Instructions to follow -> Look through the data and write out every line with the word "strokeStyle" in it.

Extracted entries ->

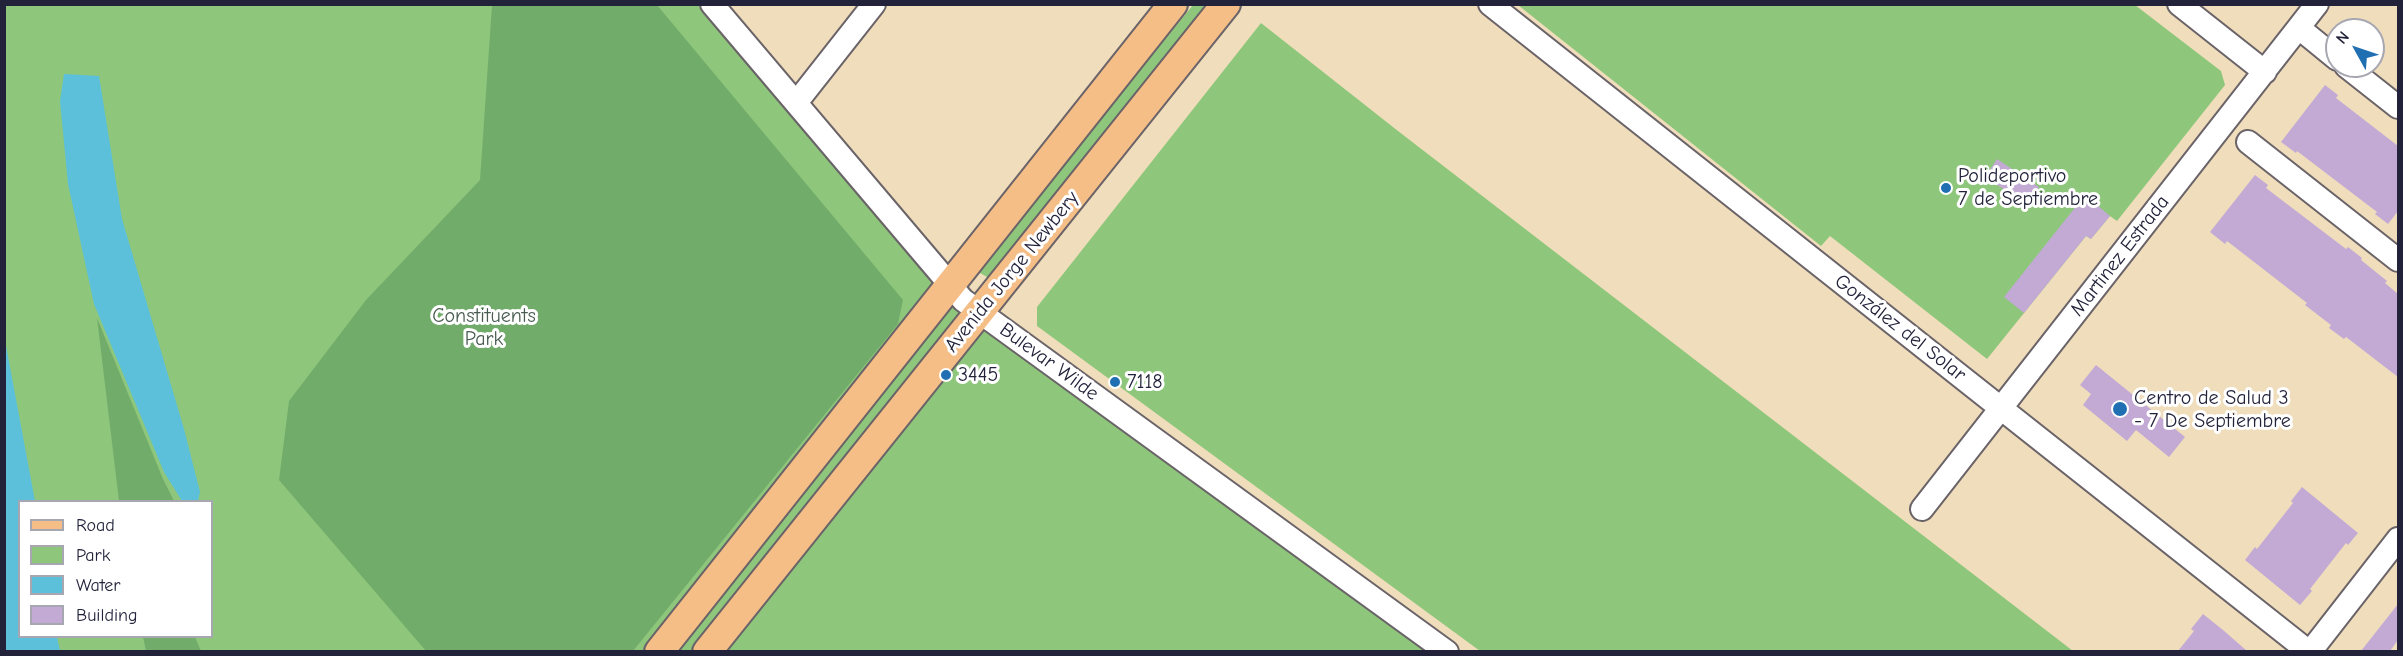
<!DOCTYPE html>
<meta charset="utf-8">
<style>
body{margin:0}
#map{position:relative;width:2403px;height:656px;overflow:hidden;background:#f0ddbc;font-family:"Comic Neue",sans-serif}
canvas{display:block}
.frame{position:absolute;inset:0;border:6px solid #22223b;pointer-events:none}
.legend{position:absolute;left:18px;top:500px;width:195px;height:138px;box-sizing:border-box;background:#fff;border:2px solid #a7a7b1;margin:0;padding:8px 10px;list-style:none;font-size:18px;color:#22223b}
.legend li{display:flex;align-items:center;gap:12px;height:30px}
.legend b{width:30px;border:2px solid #a7a7b1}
.north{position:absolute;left:2325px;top:18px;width:60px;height:60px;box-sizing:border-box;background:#fff;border:2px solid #a7a7b1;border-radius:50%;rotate:310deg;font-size:16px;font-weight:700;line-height:24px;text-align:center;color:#22223b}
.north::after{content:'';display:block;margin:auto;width:21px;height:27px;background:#1f6fb2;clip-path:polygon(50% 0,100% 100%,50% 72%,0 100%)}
</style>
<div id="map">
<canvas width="2403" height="656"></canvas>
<div class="frame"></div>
<ul class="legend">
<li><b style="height:8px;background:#f6be87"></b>Road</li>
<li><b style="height:16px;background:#8ec77b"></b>Park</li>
<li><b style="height:16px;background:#5cc0db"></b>Water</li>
<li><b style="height:16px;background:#c2aad5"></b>Building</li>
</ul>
<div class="north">N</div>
</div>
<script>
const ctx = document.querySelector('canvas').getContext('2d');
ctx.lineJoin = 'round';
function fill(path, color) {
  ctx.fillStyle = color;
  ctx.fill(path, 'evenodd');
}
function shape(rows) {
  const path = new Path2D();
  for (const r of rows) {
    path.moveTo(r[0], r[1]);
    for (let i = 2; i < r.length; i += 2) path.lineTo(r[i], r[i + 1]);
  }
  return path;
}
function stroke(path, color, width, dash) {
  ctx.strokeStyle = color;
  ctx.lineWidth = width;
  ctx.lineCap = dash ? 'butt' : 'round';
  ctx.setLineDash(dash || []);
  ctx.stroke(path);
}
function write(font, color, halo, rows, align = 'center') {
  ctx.font = font + ' "Comic Neue",sans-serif';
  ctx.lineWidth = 6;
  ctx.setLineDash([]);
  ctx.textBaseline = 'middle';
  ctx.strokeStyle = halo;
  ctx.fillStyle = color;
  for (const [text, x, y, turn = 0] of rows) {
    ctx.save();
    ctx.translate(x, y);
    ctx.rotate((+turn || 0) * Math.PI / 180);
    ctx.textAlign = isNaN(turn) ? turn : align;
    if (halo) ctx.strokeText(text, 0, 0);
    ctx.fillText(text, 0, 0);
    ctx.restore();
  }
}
const green = shape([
 [4,5,712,5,949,285,1447,651,5,651],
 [20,502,212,502,212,636,20,636],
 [1193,5,1215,5,994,276,987,277,980,273,981,265],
 [1518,5,2135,5,2221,71,2225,85,2117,221,2110,216,2091,239,2086,236,1987,359,1830,236,1821,246],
 [1261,23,1398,131,2073,651,1480,651,1037,326,1037,307]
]);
const forest = shape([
 [492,5,657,5,903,300,898,324,633,651,426,651,279,480,289,401,366,300,480,180],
 [97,318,163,479,174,501,119,501],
 [143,637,195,637,201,651,146,651]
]);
const water = shape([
 [64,74,99,76,122,219,184,429,200,492,198,501,182,501,164,472,94,304,68,184,60,101],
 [4,335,35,501,20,502,20,636,57,637,60,651,5,651]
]);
const building = shape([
 [2325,85,2338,95,2336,98,2398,146,2398,211,2388,224,2375,214,2377,212,2297,151,2296,153,2281,142],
 [1997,159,2039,187,2028,205,1985,177],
 [2255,175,2268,185,2266,188,2346,249,2348,247,2362,258,2361,260,2387,281,2385,283,2398,294,2398,377,2346,337,2344,339,2329,328,2331,325,2305,305,2307,303,2227,241,2225,244,2210,232],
 [2085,195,2110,216,2091,239,2086,236,2024,313,2004,297],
 [2096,365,2185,437,2169,457,2136,430,2127,441,2083,405,2091,394,2080,385],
 [2302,487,2358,533,2348,545,2346,543,2310,589,2312,591,2300,605,2245,560,2255,547,2257,549,2293,503,2291,501],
 [2398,604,2398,640,2390,651,2361,651],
 [2203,614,2223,630,2247,651,2178,651,2194,631,2191,629]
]);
const minor = shape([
 [712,4,963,300,1447,652],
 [1490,4,2309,652],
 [2179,4,2265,72],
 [2299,28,2337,59],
 [2346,66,2398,107],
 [796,103,874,4],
 [2248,142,2398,260],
 [1922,509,2317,4],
 [2310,652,2398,539]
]);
const major = shape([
 [659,652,1173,4],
 [707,652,1226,4]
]);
const markers = [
 [1946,188,6,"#1f6fb2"],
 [946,375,6,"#1f6fb2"],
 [1115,382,6,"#1f6fb2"],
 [2120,409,8,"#1f6fb2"]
];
const poiNames = [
 ["Polideportivo",1958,176],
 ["7 de Septiembre",1958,199],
 ["3445",958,375],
 ["7118",1127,382],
 ["Centro de Salud 3",2134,398],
 ["- 7 De Septiembre",2134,421]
];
const streetNames = [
 ["Martinez Estrada",2120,256,-52],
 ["Avenida Jorge Newbery",1012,272,-51],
 ["González del Solar",1900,328,38],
 ["Bulevar Wilde",1049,362,36]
];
const parkNames = [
 ["Constituents",484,316],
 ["Park",484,339]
];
fill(green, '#8ec77b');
fill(forest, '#72ac6b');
fill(water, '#5cc0db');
fill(building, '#c2aad5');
stroke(minor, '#6a6368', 26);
stroke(major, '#6a6368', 32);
stroke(minor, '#fff', 22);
stroke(major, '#f6be87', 28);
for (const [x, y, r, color] of markers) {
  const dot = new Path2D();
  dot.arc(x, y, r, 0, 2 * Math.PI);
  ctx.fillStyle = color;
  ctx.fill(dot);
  stroke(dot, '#fff', 2);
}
write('20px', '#22223b', '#fff', poiNames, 'left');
write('20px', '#22223b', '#fff', streetNames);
write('20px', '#485c51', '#fff', parkNames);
</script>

Solution for this problem ->
  ctx.strokeStyle = color;
  ctx.strokeStyle = halo;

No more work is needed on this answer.